• Exercise goal:
Look below and pull out each line with the word "positions".
___ Extracted records
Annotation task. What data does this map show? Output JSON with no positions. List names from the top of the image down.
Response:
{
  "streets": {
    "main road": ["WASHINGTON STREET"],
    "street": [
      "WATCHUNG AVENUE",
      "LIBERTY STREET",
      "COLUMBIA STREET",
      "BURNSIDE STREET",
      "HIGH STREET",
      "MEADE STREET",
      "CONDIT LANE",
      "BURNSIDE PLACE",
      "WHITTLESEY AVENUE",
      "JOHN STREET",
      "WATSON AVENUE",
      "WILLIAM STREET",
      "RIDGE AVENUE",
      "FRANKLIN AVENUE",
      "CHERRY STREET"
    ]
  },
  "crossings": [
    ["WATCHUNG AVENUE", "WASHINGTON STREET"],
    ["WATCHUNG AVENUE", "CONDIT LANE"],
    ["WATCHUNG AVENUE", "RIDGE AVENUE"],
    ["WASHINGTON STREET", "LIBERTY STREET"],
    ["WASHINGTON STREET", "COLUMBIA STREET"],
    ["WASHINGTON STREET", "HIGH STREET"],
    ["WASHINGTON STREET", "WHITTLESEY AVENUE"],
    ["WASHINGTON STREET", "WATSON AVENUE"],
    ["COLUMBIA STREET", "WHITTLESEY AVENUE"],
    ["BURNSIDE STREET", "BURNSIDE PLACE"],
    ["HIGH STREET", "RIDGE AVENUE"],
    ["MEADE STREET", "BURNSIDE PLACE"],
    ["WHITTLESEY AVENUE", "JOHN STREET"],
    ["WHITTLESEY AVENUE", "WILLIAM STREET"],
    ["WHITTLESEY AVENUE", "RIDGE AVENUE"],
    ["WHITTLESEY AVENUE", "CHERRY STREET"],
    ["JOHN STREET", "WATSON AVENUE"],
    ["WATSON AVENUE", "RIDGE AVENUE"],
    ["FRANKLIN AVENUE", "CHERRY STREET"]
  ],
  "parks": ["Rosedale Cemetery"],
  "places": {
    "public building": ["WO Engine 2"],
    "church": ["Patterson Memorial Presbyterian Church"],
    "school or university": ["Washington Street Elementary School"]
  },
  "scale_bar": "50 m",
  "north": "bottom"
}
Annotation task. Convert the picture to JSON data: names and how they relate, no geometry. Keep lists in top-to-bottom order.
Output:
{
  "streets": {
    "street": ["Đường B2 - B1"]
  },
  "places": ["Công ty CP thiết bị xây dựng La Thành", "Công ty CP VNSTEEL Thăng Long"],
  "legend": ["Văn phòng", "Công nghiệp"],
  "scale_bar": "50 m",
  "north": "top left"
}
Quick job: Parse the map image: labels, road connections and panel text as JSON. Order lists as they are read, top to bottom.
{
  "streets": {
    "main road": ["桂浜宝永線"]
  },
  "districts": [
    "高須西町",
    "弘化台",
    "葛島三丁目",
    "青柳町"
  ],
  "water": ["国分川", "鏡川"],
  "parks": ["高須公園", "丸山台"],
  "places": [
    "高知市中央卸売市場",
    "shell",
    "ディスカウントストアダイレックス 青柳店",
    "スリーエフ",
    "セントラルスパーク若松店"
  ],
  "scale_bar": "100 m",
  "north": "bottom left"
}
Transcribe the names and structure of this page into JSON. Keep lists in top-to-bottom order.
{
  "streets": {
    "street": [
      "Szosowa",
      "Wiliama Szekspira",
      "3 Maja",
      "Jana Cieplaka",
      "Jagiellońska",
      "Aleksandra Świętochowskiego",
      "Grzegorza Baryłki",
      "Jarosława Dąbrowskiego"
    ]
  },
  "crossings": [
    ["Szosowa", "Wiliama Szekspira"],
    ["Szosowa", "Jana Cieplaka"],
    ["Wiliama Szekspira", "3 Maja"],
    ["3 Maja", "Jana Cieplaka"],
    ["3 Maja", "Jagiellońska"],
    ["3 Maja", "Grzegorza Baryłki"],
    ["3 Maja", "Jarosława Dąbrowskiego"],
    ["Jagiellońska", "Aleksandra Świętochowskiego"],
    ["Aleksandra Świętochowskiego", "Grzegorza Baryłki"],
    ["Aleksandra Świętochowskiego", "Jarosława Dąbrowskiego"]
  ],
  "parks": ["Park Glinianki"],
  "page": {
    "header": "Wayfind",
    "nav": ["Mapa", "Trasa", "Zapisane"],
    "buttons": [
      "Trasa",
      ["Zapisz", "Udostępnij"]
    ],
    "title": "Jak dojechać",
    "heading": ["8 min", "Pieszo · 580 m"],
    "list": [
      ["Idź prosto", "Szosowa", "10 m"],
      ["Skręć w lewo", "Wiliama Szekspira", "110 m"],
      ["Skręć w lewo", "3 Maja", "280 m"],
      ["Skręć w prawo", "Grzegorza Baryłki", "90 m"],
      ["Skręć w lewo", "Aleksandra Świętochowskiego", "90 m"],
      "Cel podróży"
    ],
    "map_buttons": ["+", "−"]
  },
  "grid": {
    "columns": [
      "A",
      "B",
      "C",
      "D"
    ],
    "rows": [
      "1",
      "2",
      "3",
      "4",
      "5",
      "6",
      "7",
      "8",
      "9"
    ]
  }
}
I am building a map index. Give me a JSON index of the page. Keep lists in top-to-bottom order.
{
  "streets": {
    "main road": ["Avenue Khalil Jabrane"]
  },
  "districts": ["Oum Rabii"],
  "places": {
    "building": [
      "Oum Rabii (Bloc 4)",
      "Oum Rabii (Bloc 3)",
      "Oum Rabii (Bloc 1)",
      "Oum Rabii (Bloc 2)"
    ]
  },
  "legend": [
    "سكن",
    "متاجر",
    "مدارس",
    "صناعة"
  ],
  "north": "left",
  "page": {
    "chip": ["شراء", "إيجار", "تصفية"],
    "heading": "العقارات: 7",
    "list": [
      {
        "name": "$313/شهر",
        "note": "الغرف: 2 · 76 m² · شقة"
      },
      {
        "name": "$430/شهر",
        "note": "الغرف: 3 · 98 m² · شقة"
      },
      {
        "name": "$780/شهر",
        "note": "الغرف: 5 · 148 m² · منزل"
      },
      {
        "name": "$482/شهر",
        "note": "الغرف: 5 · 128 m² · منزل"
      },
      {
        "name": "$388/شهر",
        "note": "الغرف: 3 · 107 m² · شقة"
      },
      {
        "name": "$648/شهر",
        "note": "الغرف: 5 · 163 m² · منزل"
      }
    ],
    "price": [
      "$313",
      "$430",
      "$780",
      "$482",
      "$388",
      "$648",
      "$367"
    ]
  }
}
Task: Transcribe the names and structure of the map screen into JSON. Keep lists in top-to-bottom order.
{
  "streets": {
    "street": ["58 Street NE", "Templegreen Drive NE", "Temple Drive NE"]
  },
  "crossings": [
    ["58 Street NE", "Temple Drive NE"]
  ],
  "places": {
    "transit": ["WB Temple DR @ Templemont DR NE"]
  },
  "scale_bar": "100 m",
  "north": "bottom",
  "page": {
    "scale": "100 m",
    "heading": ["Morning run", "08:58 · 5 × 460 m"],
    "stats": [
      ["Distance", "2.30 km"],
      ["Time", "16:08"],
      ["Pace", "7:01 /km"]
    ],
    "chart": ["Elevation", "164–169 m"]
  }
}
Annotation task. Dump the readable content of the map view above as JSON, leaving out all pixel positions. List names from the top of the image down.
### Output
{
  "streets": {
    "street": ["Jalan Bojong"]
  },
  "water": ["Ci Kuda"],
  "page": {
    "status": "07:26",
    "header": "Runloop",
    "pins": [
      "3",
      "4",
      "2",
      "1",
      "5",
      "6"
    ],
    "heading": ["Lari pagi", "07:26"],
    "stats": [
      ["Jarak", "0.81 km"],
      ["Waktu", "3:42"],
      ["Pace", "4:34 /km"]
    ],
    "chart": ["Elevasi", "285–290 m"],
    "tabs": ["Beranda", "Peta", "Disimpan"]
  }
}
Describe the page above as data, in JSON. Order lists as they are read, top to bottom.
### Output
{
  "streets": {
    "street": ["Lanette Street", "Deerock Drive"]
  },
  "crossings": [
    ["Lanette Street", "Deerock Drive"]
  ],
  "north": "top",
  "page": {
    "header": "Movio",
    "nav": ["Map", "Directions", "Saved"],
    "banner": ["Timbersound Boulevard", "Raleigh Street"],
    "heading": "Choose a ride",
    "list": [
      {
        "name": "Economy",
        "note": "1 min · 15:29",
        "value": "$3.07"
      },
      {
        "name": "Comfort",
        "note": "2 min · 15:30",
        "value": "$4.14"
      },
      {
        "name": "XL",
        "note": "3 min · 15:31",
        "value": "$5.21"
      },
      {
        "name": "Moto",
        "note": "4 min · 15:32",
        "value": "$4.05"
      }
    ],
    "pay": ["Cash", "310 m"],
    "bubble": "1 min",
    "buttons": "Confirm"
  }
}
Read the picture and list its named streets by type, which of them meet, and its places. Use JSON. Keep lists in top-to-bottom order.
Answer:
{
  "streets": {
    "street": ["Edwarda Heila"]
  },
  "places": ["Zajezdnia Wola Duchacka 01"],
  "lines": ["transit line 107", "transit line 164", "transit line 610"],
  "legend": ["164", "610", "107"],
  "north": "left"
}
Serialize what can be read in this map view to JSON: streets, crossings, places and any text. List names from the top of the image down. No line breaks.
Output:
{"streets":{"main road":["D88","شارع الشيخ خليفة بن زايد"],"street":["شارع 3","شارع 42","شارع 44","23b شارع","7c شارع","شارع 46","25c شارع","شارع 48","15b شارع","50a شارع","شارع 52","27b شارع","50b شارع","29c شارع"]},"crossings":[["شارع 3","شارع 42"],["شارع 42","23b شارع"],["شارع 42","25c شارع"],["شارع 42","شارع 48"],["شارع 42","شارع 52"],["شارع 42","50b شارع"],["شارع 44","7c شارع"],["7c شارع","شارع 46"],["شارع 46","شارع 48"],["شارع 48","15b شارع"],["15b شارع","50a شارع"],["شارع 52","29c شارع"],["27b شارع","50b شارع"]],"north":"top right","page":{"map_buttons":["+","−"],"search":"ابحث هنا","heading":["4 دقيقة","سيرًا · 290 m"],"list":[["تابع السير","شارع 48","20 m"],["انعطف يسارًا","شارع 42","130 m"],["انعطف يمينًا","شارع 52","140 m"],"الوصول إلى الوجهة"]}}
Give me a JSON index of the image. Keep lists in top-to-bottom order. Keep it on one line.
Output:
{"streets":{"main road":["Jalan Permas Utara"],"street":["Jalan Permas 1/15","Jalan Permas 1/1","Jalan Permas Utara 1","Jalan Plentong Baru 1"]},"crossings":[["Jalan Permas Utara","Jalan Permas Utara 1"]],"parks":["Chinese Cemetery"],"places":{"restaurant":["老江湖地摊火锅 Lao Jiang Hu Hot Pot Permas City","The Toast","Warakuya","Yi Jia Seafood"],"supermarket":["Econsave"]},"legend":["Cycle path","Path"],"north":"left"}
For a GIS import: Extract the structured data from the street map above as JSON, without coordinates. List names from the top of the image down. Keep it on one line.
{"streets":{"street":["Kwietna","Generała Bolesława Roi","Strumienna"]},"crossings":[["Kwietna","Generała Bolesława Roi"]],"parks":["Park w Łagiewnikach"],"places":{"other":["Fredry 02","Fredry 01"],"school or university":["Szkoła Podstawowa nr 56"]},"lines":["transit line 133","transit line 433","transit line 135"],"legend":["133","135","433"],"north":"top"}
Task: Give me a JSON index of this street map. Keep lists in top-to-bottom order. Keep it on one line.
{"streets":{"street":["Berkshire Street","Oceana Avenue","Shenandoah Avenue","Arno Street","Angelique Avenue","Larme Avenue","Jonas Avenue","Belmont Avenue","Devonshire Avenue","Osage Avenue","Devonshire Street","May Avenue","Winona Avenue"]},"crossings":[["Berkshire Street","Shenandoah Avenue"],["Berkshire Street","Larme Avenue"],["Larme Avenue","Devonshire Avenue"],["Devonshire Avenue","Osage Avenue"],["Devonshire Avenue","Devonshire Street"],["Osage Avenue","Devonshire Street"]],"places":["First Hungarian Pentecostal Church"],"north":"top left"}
______
• Task solution:
Annotation task. What data does this map show? Output JSON with no positions. List names from the top of the image down.
Annotation task. Dump the readable content of the map view above as JSON, leaving out all pixel positions. List names from the top of the image down.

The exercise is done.